Can we judge the success of a national film industry on the numbers brought in by studio productions through subsidies and incentives, asks Michael Gubbins


There was a time when terms like the 'creative economy' sounded wildly self-important to the general public - at least outside Los Angeles. Even the term 'industry', when used to refer to film, would raise a certain amount of sniggering among those in 'real business'.

Industry was supposed to be heavy and labour-intensive, the backbone of developed nations and the hope of emerging ones. In much of the world there has been a broad consensus that taxpayer support for coal and steel was a valid investment in infrastructure.

But spending taxpayers' money on film was either altruistic or extravagant, depending on one's viewpoint.

The world has been moving very rapidly away from such thinking. The so-called creative industries - film, television, new media etc - are now considerably bigger than the old manufacturing businesses in many countries. Coal mines and car plants have closed while film studios open.

Research released this week, for example, shows that 33,500 people in the UK work in film. Mining, in what was the cradle of industrialisation, now employs fewer than 6,000 people.

What's more, film is a classic global industry attracting inward investment. The industry now has a strong argument that it represents value for money.

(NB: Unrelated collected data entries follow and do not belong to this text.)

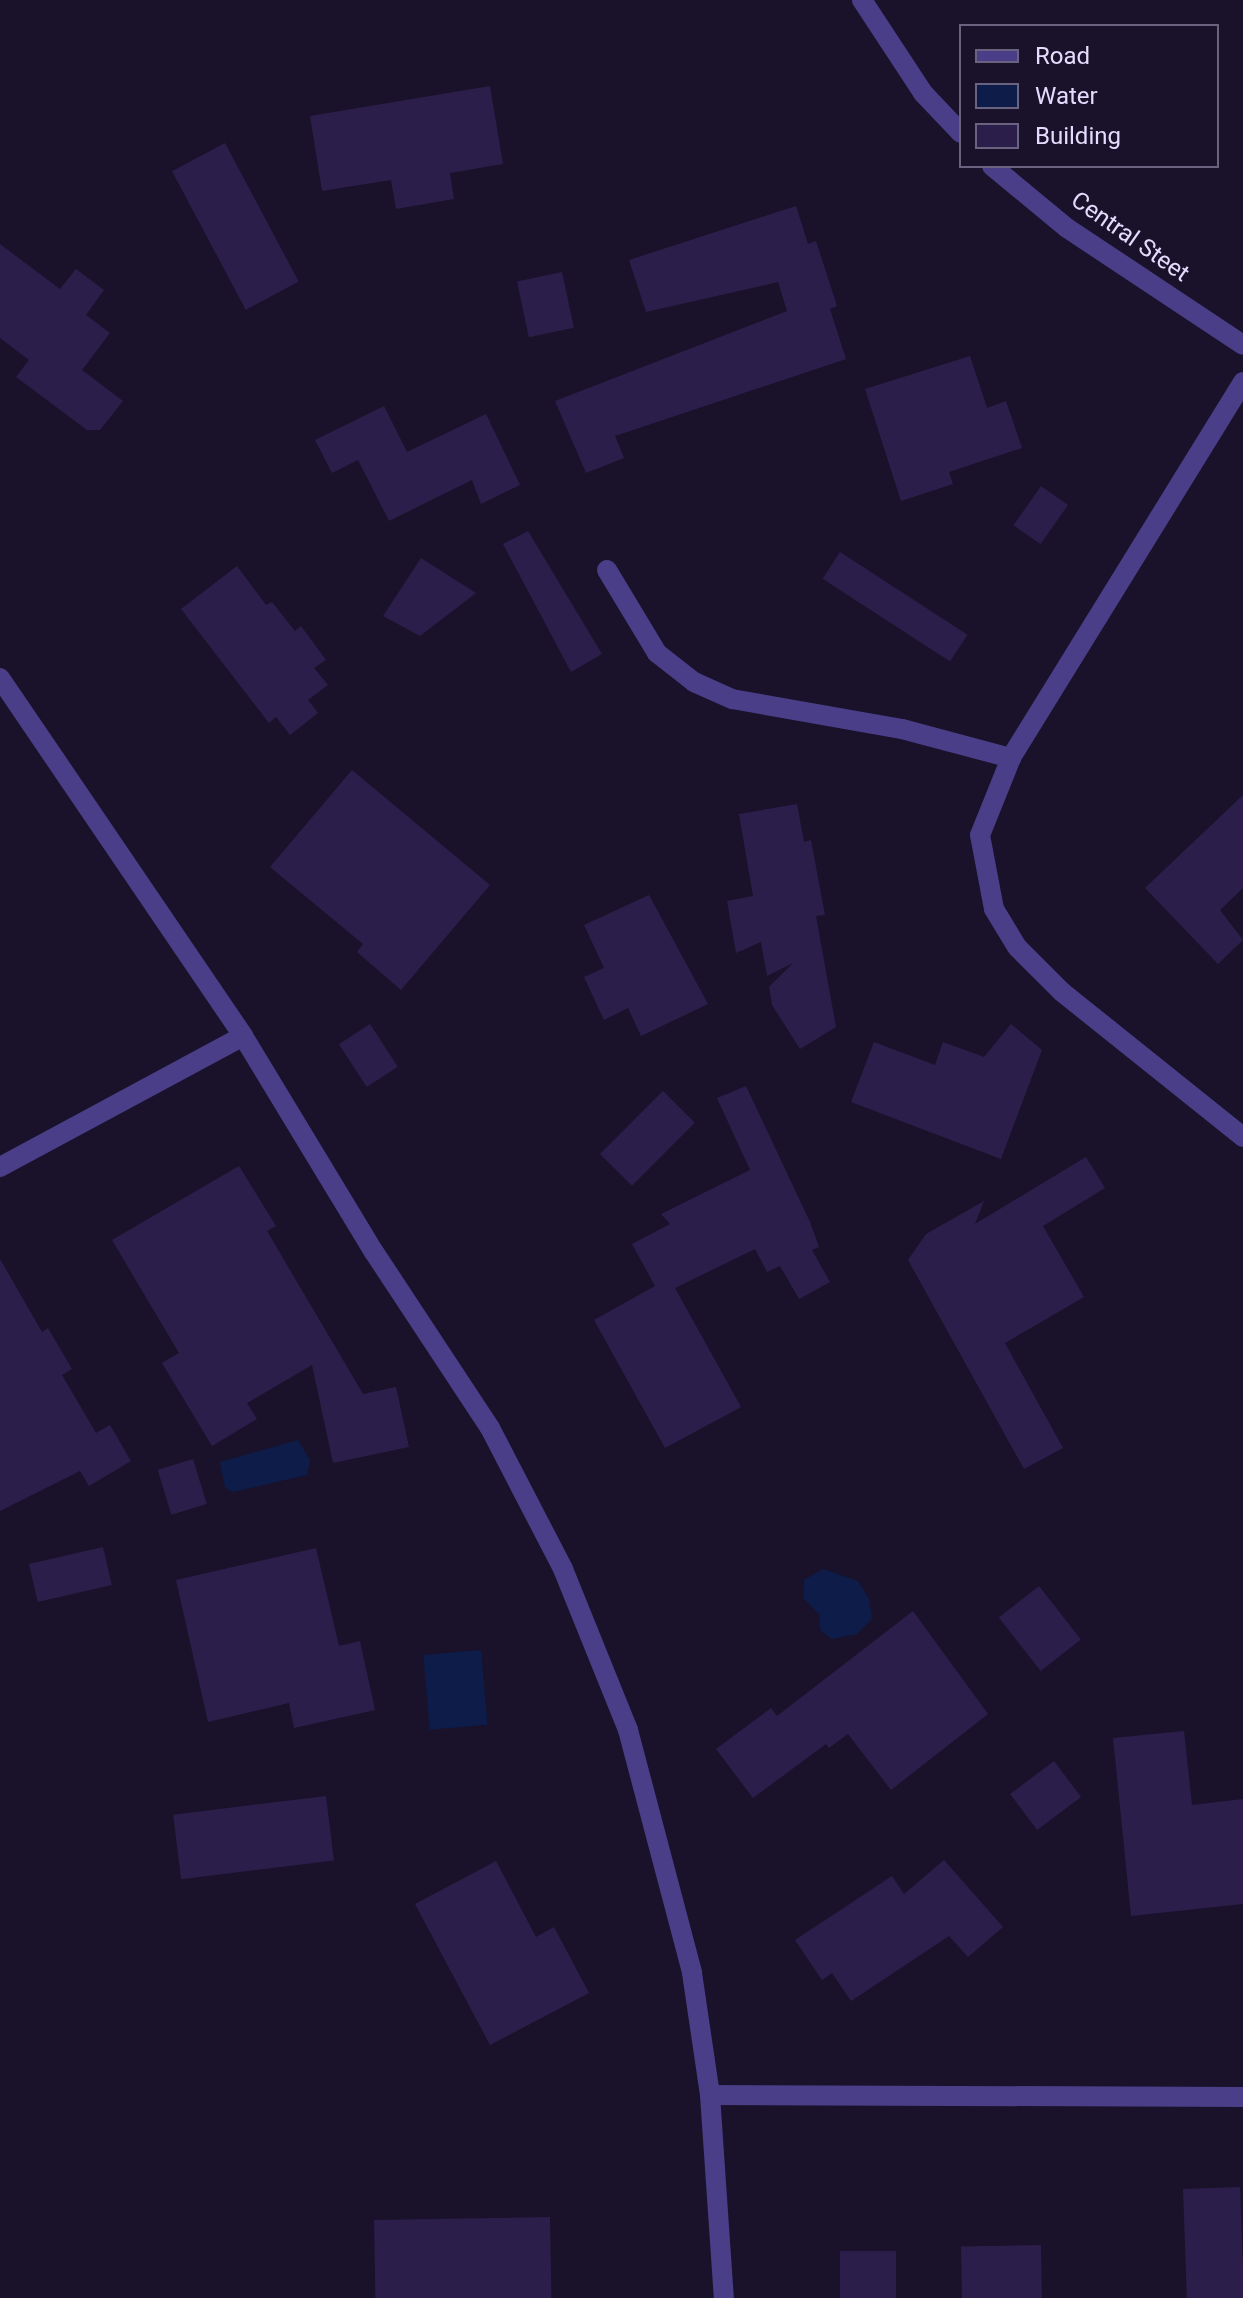 <!DOCTYPE html>
<style>
body{margin:0}
#map{position:relative;width:1243px;height:2298px;overflow:hidden;background:#19122a;font-family:Roboto,sans-serif}
div>[style]{position:absolute}
.water>*{inset:0;background:#0d1c48;transform-origin:0 0}
.building>*{inset:0;background:#2c1e4a;transform-origin:0 0}
.street>*{height:20px;margin:-10px;padding:0 10px;transform-origin:10px;border-radius:10px;background:#493e87}
span{translate:-50% -50%;white-space:nowrap;text-align:center;line-height:1.15;-webkit-text-stroke:7px #19122a;paint-order:stroke}
.street-label{font-size:24px;color:#e3dcfe}
.legend{position:absolute;left:959px;top:24px;width:260px;height:144px;box-sizing:border-box;background:#19122a;border:2px solid #6a637f;margin:0;padding:10px 14px;list-style:none;font-size:24px;color:#e3dcfe}
.legend li{display:flex;align-items:center;gap:16px;height:40px}
.legend b{width:40px;border:2px solid #6a637f}
</style>
<div id="map">
<div class="water">
<div style="clip-path:polygon(298px 1440px,310px 1460px,307px 1475px,233px 1492px,225px 1488px,220px 1462px)"></div>
<div style="clip-path:polygon(823px 1569px,858px 1581px,869px 1599px,872px 1619px,857px 1634px,832px 1639px,820px 1630px,819px 1614px,803px 1598px,804px 1580px)"></div>
<div style="left:481px;top:1650px;width:75px;height:58px;rotate:85deg"></div>
</div>
<div class="building">
<div style="clip-path:polygon(490px 86px,503px 164px,450px 173px,454px 199px,396px 209px,391px 180px,322px 191px,310px 116px)"></div>
<div style="left:225px;top:143px;width:157px;height:60px;rotate:62deg"></div>
<div style="clip-path:polygon(796px 206px,808px 244px,816px 241px,837px 306px,830px 309px,846px 359px,615px 436px,624px 458px,586px 473px,555px 401px,787px 311px,778px 282px,646px 312px,629px 260px)"></div>
<div style="clip-path:polygon(0 244px,60px 289px,76px 269px,104px 290px,86px 315px,110px 333px,82px 370px,123px 401px,100px 430px,87px 430px,16px 377px,29px 360px,0 338px)"></div>
<div style="left:562px;top:272px;width:57px;height:46px;rotate:78deg"></div>
<div style="clip-path:polygon(970px 356px,987px 408px,1006px 401px,1022px 448px,949px 472px,953px 484px,901px 501px,865px 389px)"></div>
<div style="clip-path:polygon(384px 406px,407px 452px,486px 414px,520px 485px,481px 504px,472px 480px,389px 521px,358px 460px,332px 473px,315px 440px)"></div>
<div style="left:1041px;top:486px;width:33px;height:48px;rotate:35deg"></div>
<div style="clip-path:polygon(528px 531px,602px 654px,571px 672px,503px 544px)"></div>
<div style="left:840px;top:552px;width:152px;height:32px;rotate:33deg"></div>
<div style="clip-path:polygon(421px 558px,476px 593px,420px 636px,383px 616px)"></div>
<div style="clip-path:polygon(237px 566px,266px 605px,272px 602px,295px 631px,301px 626px,326px 660px,314px 668px,328px 685px,308px 700px,318px 713px,290px 735px,276px 717px,269px 723px,181px 609px)"></div>
<div style="clip-path:polygon(352px 770px,490px 885px,401px 990px,357px 952px,363px 944px,270px 867px)"></div>
<div style="clip-path:polygon(1243px 795px,1243px 888px,1220px 910px,1243px 940px,1218px 964px,1145px 888px)"></div>
<div style="clip-path:polygon(797px 804px,804px 842px,811px 840px,825px 915px,816px 916px,836px 1027px,800px 1049px,772px 1005px,769px 987px,793px 963px,767px 976px,761px 942px,736px 953px,727px 901px,753px 896px,739px 814px)"></div>
<div style="clip-path:polygon(649px 895px,708px 1004px,641px 1036px,628px 1008px,604px 1020px,584px 977px,604px 968px,584px 925px)"></div>
<div style="left:370px;top:1024px;width:51px;height:37px;rotate:57deg"></div>
<div style="clip-path:polygon(1011px 1024px,1042px 1050px,1001px 1159px,851px 1102px,874px 1042px,935px 1065px,943px 1042px,984px 1057px)"></div>
<div style="clip-path:polygon(746px 1086px,810px 1222px,819px 1247px,812px 1250px,830px 1282px,799px 1299px,780px 1266px,767px 1272px,755px 1249px,675px 1288px,741px 1407px,665px 1448px,594px 1320px,655px 1286px,632px 1244px,670px 1224px,661px 1214px,750px 1170px,717px 1098px)"></div>
<div style="left:663px;top:1091px;width:45px;height:89px;rotate:45deg"></div>
<div style="clip-path:polygon(1086px 1157px,1105px 1188px,1043px 1226px,1084px 1297px,1005px 1343px,1063px 1448px,1024px 1469px,908px 1260px,926px 1234px,984px 1201px,975px 1224px)"></div>
<div style="clip-path:polygon(239px 1166px,276px 1226px,267px 1231px,363px 1394px,396px 1387px,409px 1447px,333px 1463px,312px 1365px,247px 1403px,257px 1419px,212px 1446px,162px 1363px,179px 1353px,112px 1240px)"></div>
<div style="clip-path:polygon(0 1259px,42px 1332px,48px 1328px,72px 1369px,62px 1375px,96px 1433px,110px 1425px,131px 1461px,89px 1486px,80px 1471px,0 1511px)"></div>
<div style="left:193px;top:1459px;width:47px;height:37px;rotate:73deg"></div>
<div style="left:103px;top:1547px;width:39px;height:76px;rotate:77deg"></div>
<div style="clip-path:polygon(316px 1548px,339px 1646px,360px 1641px,375px 1710px,294px 1728px,289px 1703px,208px 1722px,176px 1580px)"></div>
<div style="left:1039px;top:1586px;width:68px;height:51px;rotate:52deg"></div>
<div style="clip-path:polygon(913px 1611px,988px 1714px,891px 1790px,848px 1734px,829px 1748px,826px 1744px,753px 1798px,716px 1749px,771px 1708px,777px 1716px)"></div>
<div style="clip-path:polygon(1184px 1731px,1192px 1805px,1243px 1799px,1243px 1904px,1131px 1916px,1113px 1738px)"></div>
<div style="left:1054px;top:1761px;width:45px;height:55px;rotate:53deg"></div>
<div style="left:326px;top:1796px;width:65px;height:154px;rotate:83deg"></div>
<div style="clip-path:polygon(944px 1860px,1003px 1927px,968px 1957px,949px 1936px,851px 2001px,832px 1973px,822px 1980px,795px 1940px,892px 1876px,904px 1894px)"></div>
<div style="clip-path:polygon(496px 1861px,536px 1937px,554px 1927px,589px 1993px,490px 2045px,415px 1904px)"></div>
<div style="left:1240px;top:2187px;width:111px;height:57px;rotate:88deg"></div>
<div style="left:550px;top:2217px;width:81px;height:176px;rotate:89deg"></div>
<div style="left:1041px;top:2245px;width:53px;height:80px;rotate:89deg"></div>
<div style="left:896px;top:2251px;width:47px;height:56px;rotate:90deg"></div>
</div>
<div class="street">
<div style="left:862px;top:0;width:111px;rotate:56.7deg"></div>
<div style="left:923px;top:93px;width:55px;rotate:46.5deg"></div>
<div style="left:992px;top:166px;width:97px;rotate:39.6deg"></div>
<div style="left:1067px;top:228px;width:211px;rotate:33.6deg"></div>
<div style="left:1243px;top:382px;width:442px;rotate:121.7deg"></div>
<div style="left:1011px;top:758px;width:83px;rotate:111.9deg"></div>
<div style="left:980px;top:835px;width:75px;rotate:79.3deg"></div>
<div style="left:994px;top:909px;width:44px;rotate:58.8deg"></div>
<div style="left:1017px;top:947px;width:64px;rotate:45deg"></div>
<div style="left:1062px;top:992px;width:232px;rotate:38.7deg"></div>
<div style="left:607px;top:570px;width:97px;rotate:58.9deg"></div>
<div style="left:657px;top:653px;width:47px;rotate:38.1deg"></div>
<div style="left:694px;top:682px;width:42px;rotate:24.1deg"></div>
<div style="left:732px;top:699px;width:173px;rotate:10deg"></div>
<div style="left:902px;top:729px;width:113px;rotate:14.9deg"></div>
<div style="left:0;top:678px;width:433px;rotate:55.8deg"></div>
<div style="left:243px;top:1036px;width:253px;rotate:58.8deg"></div>
<div style="left:374px;top:1252px;width:211px;rotate:56.6deg"></div>
<div style="left:490px;top:1428px;width:159px;rotate:62.6deg"></div>
<div style="left:563px;top:1569px;width:174px;rotate:68deg"></div>
<div style="left:628px;top:1730px;width:251px;rotate:75.2deg"></div>
<div style="left:692px;top:1973px;width:123px;rotate:81.6deg"></div>
<div style="left:710px;top:2095px;width:203px;rotate:86.1deg"></div>
<div style="left:0;top:1167px;width:276px;rotate:-28.3deg"></div>
<div style="left:710px;top:2095px;width:533px;rotate:0.21deg"></div>
</div>
<div class="street-label">
<span style="left:1130px;top:237px;rotate:35deg">Central Steet</span>
</div>
<ul class="legend">
<li><b style="height:10px;background:#493e87"></b>Road</li>
<li><b style="height:22px;background:#0d1c48"></b>Water</li>
<li><b style="height:22px;background:#2c1e4a"></b>Building</li>
</ul>
</div>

The UK study from Oxford Economics, supported by the UK Film Council and Pinewood Shepperton, suggests the $247m (£120m) annual cost of the new film tax credit will bring in billions in revenue. The UK film industry generated an estimated $8.9bn (£4.3bn) last year. It never hurts to remind governments that film these days punches its weight.

But can we judge the success of a national film industry on the numbers brought in by studio productions through subsidies and incentives'

That rather depends on one's view of the trickle-down effect of winning Hollywood productions. The studios have a financial base that cannot remotely be matched elsewhere in the world. Their money brings jobs and allows for the creation of a strong infrastructure of facilities and skills that attracts yet more production.

But dependence on that money comes with a risk. Manufacturing has shown how ecumenical global industries are about location. The lure of, say, China in manufacturing and India in technology services has become irresistible even to brands that once boasted the closest ties to their mother countries.

The health of a film industry needs to be based on more than its current ability to win big shoots. Much of the justification for state incentives, for example, is based on 'culture'.

There's some realpolitik going on there, of course. Subsidising business is a no-no in today's globalised markets. Cultural diversity, on the other hand, is accepted by the vast majority of countries as the exception to the rule on incentives.

There is a danger, therefore, that governments pay lip service to diversity. Culture can sometimes mean whatever national cliche happens to play well to overseas audiences. A healthy film industry, though, is one that can nourish its roots, convincing people from a wide range of national experiences to use film to tell their stories, in their own languages.

The biggest question in that respect isn't production but distribution. Subsidy tends to concentrate on the making of films, largely because of the prohibitive costs of the technology. Now that costs are coming down with digital technology and new media distribution, matching talent to audiences ought to be a primary goal.

The economic potential for the creative industries is too dependent on the bottleneck of theatrical distribution. The result is that films cannot achieve their potential because they are placed in an artificial divide between commercial and arthouse, not based on some inherent cultural difference but on available screen space.

That should surely now be an obsession for national industries because the scarcest commodity in future won't be government funding but the age-old one of talent.